Ruth esperó su respuesta, pero Gordon ya no estaba en condiciones de responder a nadie.


CAPÍTULO 7

Lucinda despertó con los ojos pesados y la extrañeza del que sabe que no se encuentra en su propia cama.

Tardó apenas un par de minutos en recordar que se encontraba en aquella dichosa isla, donde se suponía que habían ido a rodar una infumable película. Se giró sobre el colchón, acostumbrándose al ruido de fondo de las gaviotas chillando, el oleaje lejano… hasta que se dio cuenta de que había algo más.

Se levantó y se puso la bata. Salió al pasillo y alguien pasó frente a ella convertido en un borrón.

—Supongo que habrá que llamar a la policía.

Otra voz, más lejana, que reconoció como la de su marido, gruñó.

—Para qué. Ha muerto mientras dormía.

Lucinda dio un par de pasos hacia el origen de las voces. A esas alturas ya se había congregado una pequeña multitud enfrente de la última habitación del descansillo. La puerta estaba abierta, pero parecía que nadie se atrevía a entrar. El equipo de grabación al completo estaba allí, y también una mujer vestida con un uniforme de limpiadora deslustrado que le venía grande. No lloraba, pero estaba pálida. De todos los presentes, parecía la única afectada por lo que fuera que había pasado.

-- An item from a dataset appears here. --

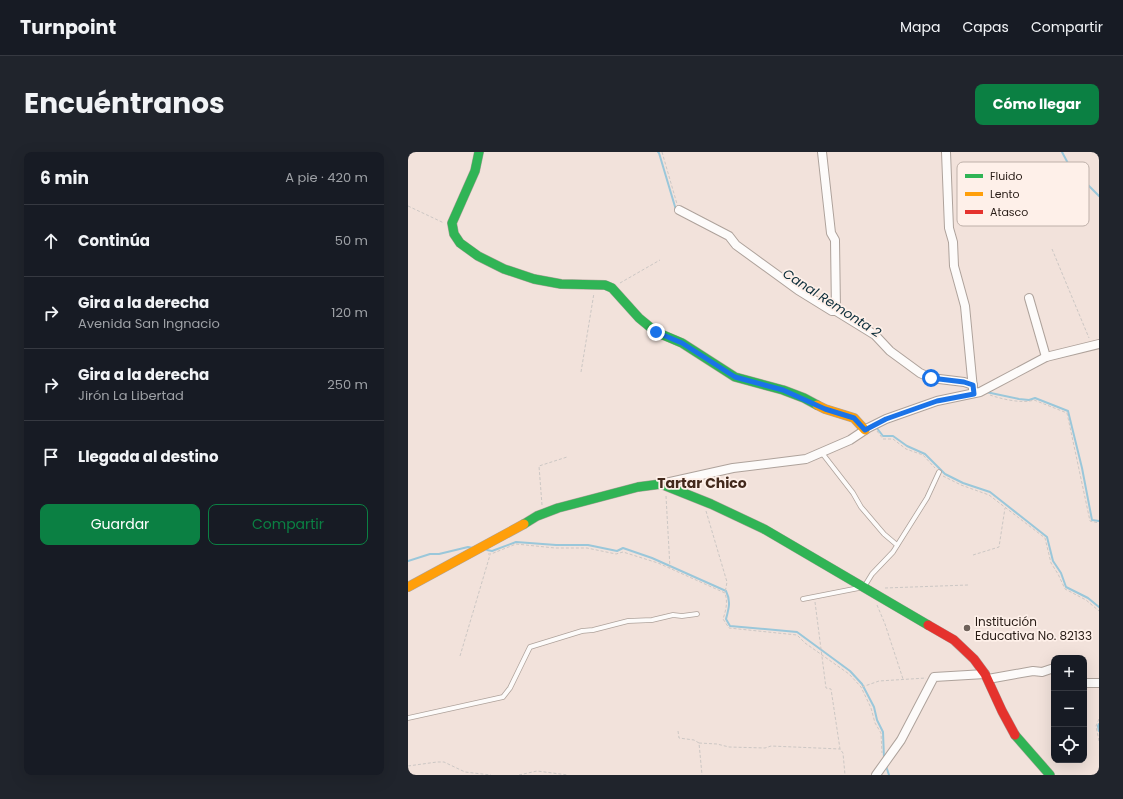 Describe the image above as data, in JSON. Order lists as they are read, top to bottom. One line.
{"districts":["Tartar Chico"],"water":["Canal Remonta 2"],"places":["Institución Educativa No. 82133"],"legend":["Fluido","Lento","Atasco"],"page":{"header":"Turnpoint","nav":["Mapa","Capas","Compartir"],"title":"Encuéntranos","buttons":["Cómo llegar",["Guardar","Compartir"]],"heading":["6 min","A pie · 420 m"],"list":[["Continúa","50 m"],["Gira a la derecha","Avenida San Ingnacio","120 m"],["Gira a la derecha","Jirón La Libertad","250 m"],"Llegada al destino"],"map_buttons":["+","−"]}}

Entonces la chica, aquella Alina que se suponía que iba a ser su hija en la película, se giró hacia ella. Sus ojos de gacela se agrandaron y luego volvieron a tomar su forma almendrada que había conquistado a su marido, haciéndole creer que era inocente.

—Lucinda… Es Gordon.

Lucinda estuvo a punto de reírse ante la evidente impostura de su tono de dolor.

Aquella frase parecía sacada del horrible guion de la película. Entonces algo ocurrió en su cabeza. Recordó la actitud de Gordon la noche anterior y cómo había fingido dormir para no hablar con él.

Habían hablado de llamar a la policía y de alguien muerto mientras dormía…

¿Gordon? ¿Su Gordon?

Dio un empujón a Charles y entró en la habitación. La luz de la mañana le daba a Gordon de lleno en la cara, haciendo que su aspecto fuera siniestro. Nadie podría confundirlo jamás con alguien que estuviera dormido.

Su primer impulso fue correr a abrazarlo, pero algo la detuvo en el último momento.

Se quedó parada junto a la cama, sin ser capaz de llorar ni de gritar, ni tampoco de alargar una mano para tocarlo. Gordon había sido su marido, su amigo, su compañero, quizás la persona que mejor la había comprendido en toda su vida, y ahora ya no estaba. Miró su rostro y apartó la mirada al instante. Su color era… turbio. Sus ojos eran blanquecinos y sus labios tenían un tono azulado, con espuma en las comisuras. Sus mejillas estaban desinfladas, como si fuera un muñeco que se estuviera deshinchando poco a poco.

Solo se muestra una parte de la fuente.